The creator of this thought experiment is Peter Singer, a renowned moral philosopher who uses it to kick off his book The Life You Can Save. Singer, though, makes a very different argument than Mencius. If you don’t hesitate at the loss of a new pair of shoes to save a child’s life, he asks, why don’t you immediately donate a hundred dollars to a charity saving the lives of children around the world dying from malnutrition and preventable diseases? Why stop at a hundred dollars? Where is the valid limit, Singer urges us to ask, to our moral obligation to help those in dire need?

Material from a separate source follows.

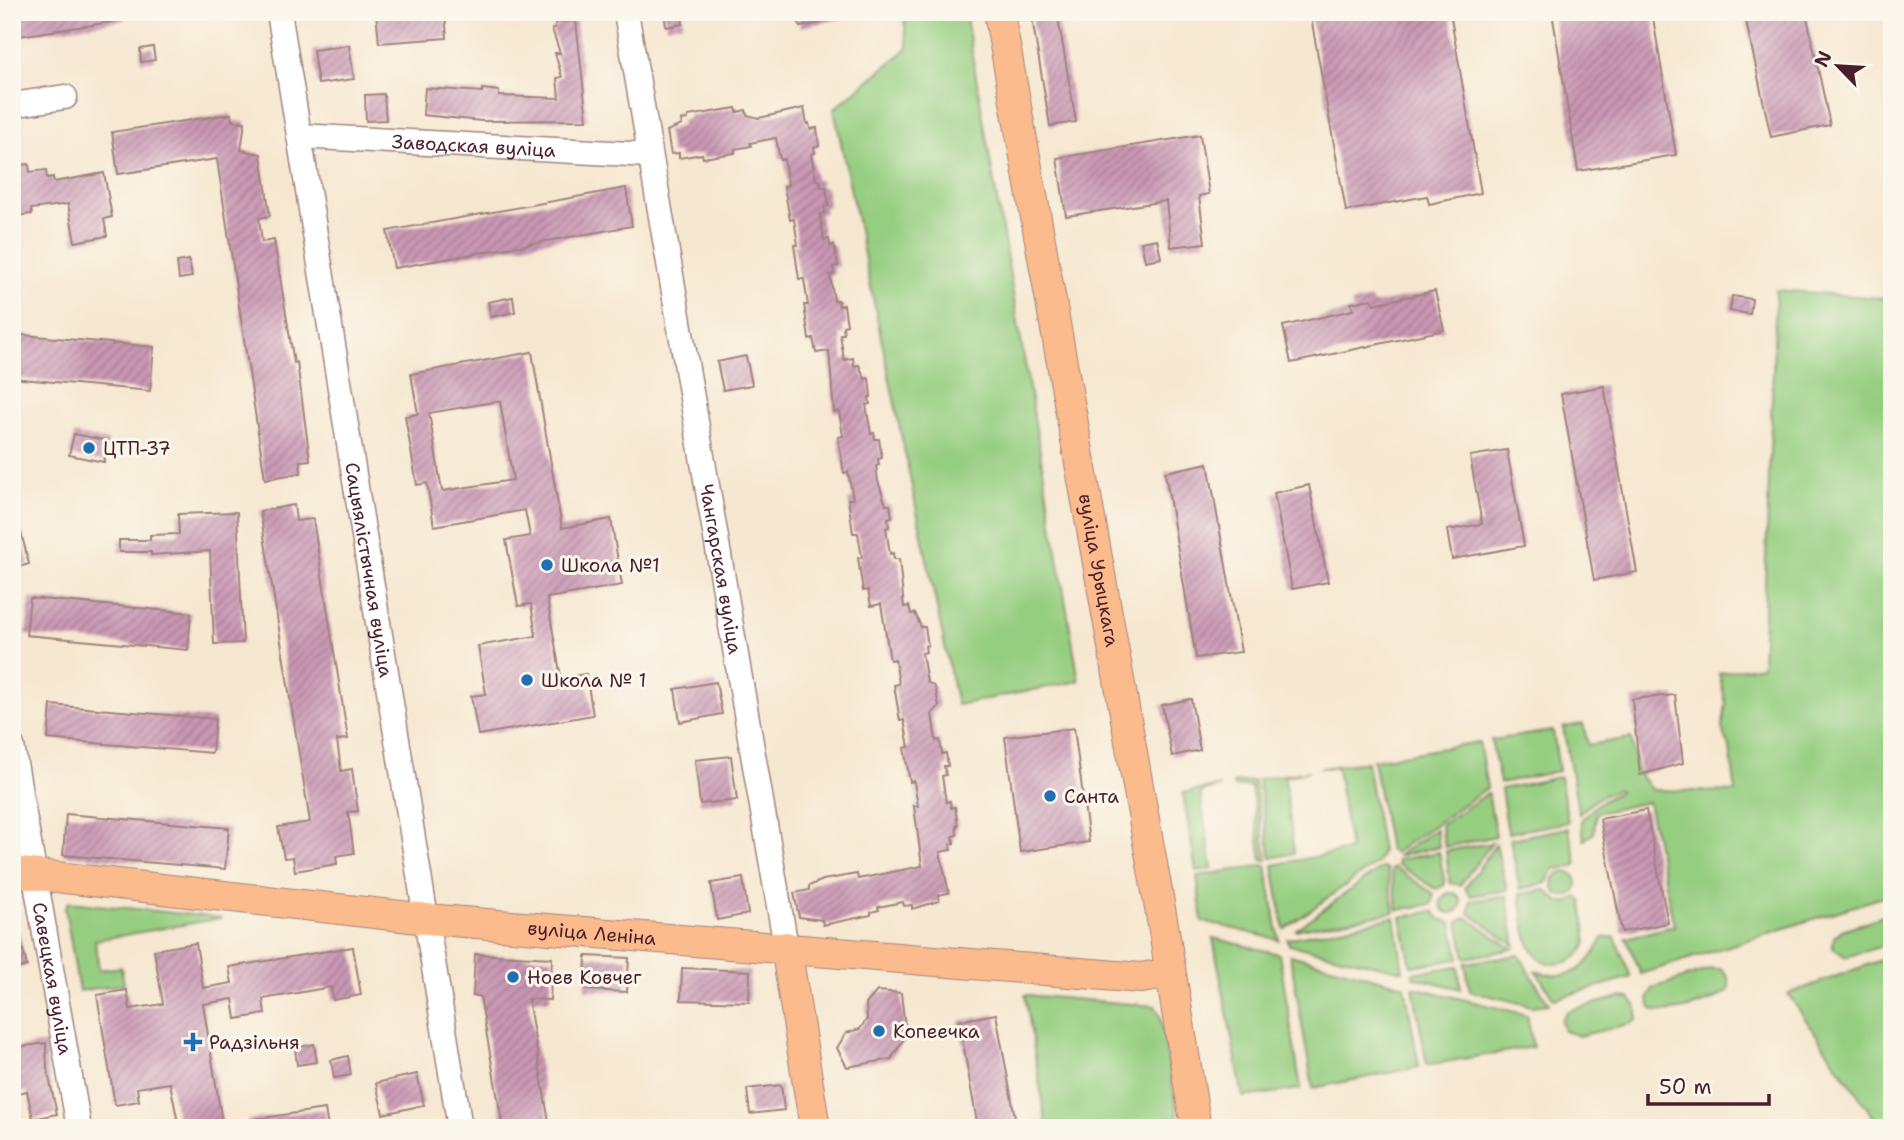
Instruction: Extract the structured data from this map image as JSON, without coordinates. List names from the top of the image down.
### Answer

These two scenarios, spanning thousands of years and vastly different cultures, both prompt careful consideration about human values. Mencius’s case became a cornerstone of the traditional Chinese view of human nature. Whether we’re regular citizens or sages, he argued, we have an inborn moral sense. He used the same plant metaphor from the previous chapter to describe our moral cultivation: we’re all born with the sprouts of virtue, but they must be carefully tended to grow into a healthy system of values. We shouldn’t go against our natural tendencies, any more than we would try to reshape an oak tree to look like a willow. The way we foster our innate goodness, Mencius explained, is by staying in touch with our instincts and learning to express them skillfully in the world.[

A very different conception of human nature developed in the European tradition to become the foundation of mainstream modern thought. The story of Adam and Eve in the Garden of Eden laid the framework for Christian theology with the notion of Original Sin. Adam’s disobedience in eating from the Tree of Knowledge had condemned the entire human race to damnation. Our only hope for salvation was to rise above our sinful bodily instincts. Through our reasoning faculty, we could learn to differentiate good from evil, and then use willpower to overcome our instinctual drives toward bad behavior. “The human heart,” wrote 16th century theologian John Calvin, “is so steeped in the poison of sin, that it can breathe out nothing but a loathsome stench.”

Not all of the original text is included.